### TASK ITEM:
Filter the records for "Rawlins" and keep each line that has it.

### THE RECORDS:
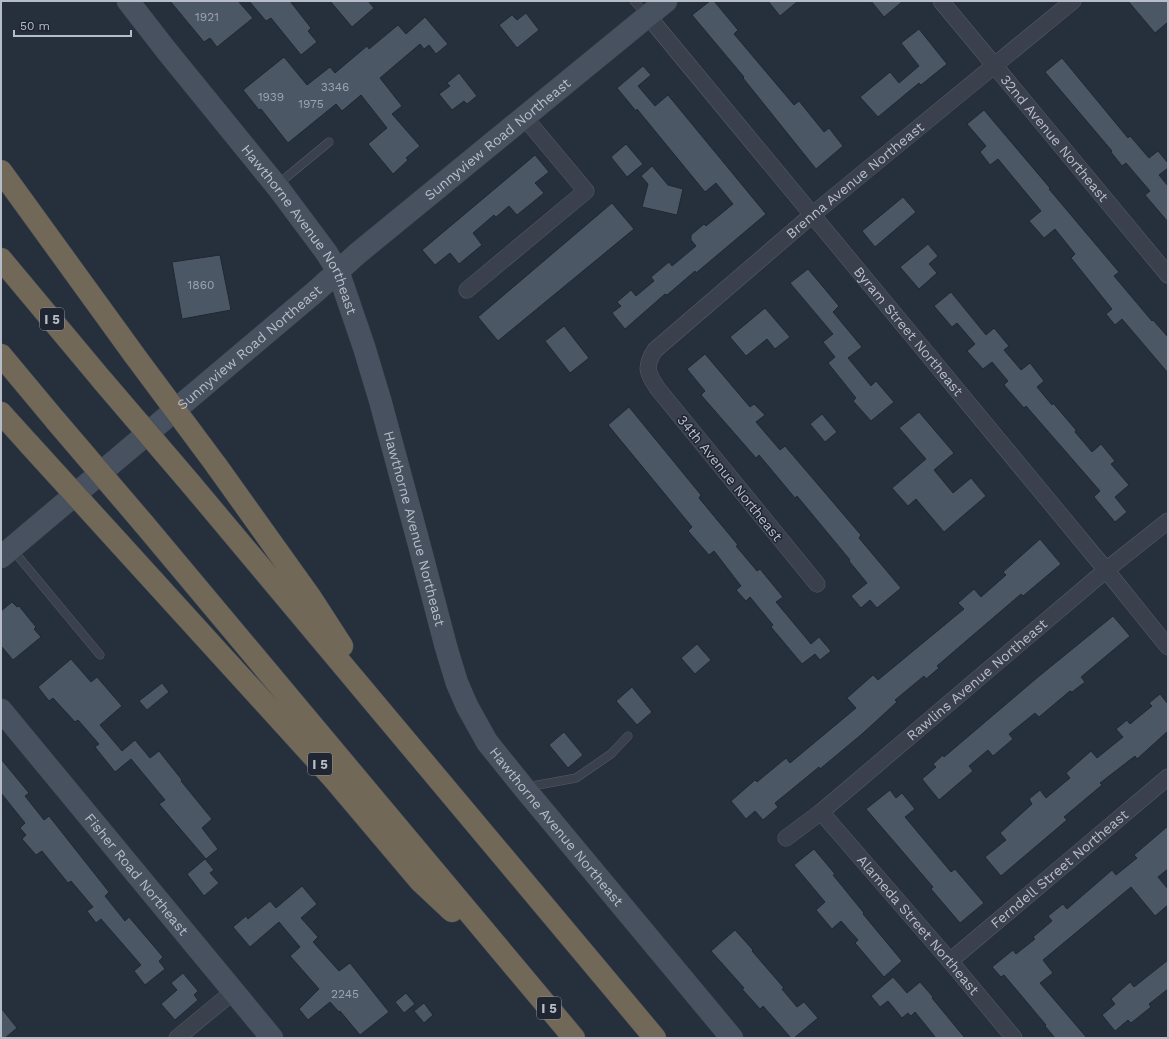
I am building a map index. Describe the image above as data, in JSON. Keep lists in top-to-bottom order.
{
  "streets": {
    "highway": ["I 5"],
    "main road": ["Sunnyview Road Northeast", "Hawthorne Avenue Northeast", "Fisher Road Northeast"],
    "street": [
      "32nd Avenue Northeast",
      "Brenna Avenue Northeast",
      "Byram Street Northeast",
      "34th Avenue Northeast",
      "Rawlins Avenue Northeast",
      "Ferndell Street Northeast",
      "Alameda Street Northeast"
    ]
  },
  "crossings": [
    ["32nd Avenue Northeast", "Brenna Avenue Northeast"],
    ["Sunnyview Road Northeast", "Hawthorne Avenue Northeast"],
    ["Sunnyview Road Northeast", "Byram Street Northeast"],
    ["Brenna Avenue Northeast", "Byram Street Northeast"],
    ["Brenna Avenue Northeast", "34th Avenue Northeast"],
    ["Byram Street Northeast", "Rawlins Avenue Northeast"],
    ["Rawlins Avenue Northeast", "Alameda Street Northeast"],
    ["Ferndell Street Northeast", "Alameda Street Northeast"]
  ],
  "house_numbers": [
    "1921",
    "3346",
    "1939",
    "1975",
    "1860",
    "2245"
  ],
  "scale_bar": "50 m"
}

### EXERCISE RESPONSE:
      "Rawlins Avenue Northeast",
    ["Byram Street Northeast", "Rawlins Avenue Northeast"],
    ["Rawlins Avenue Northeast", "Alameda Street Northeast"],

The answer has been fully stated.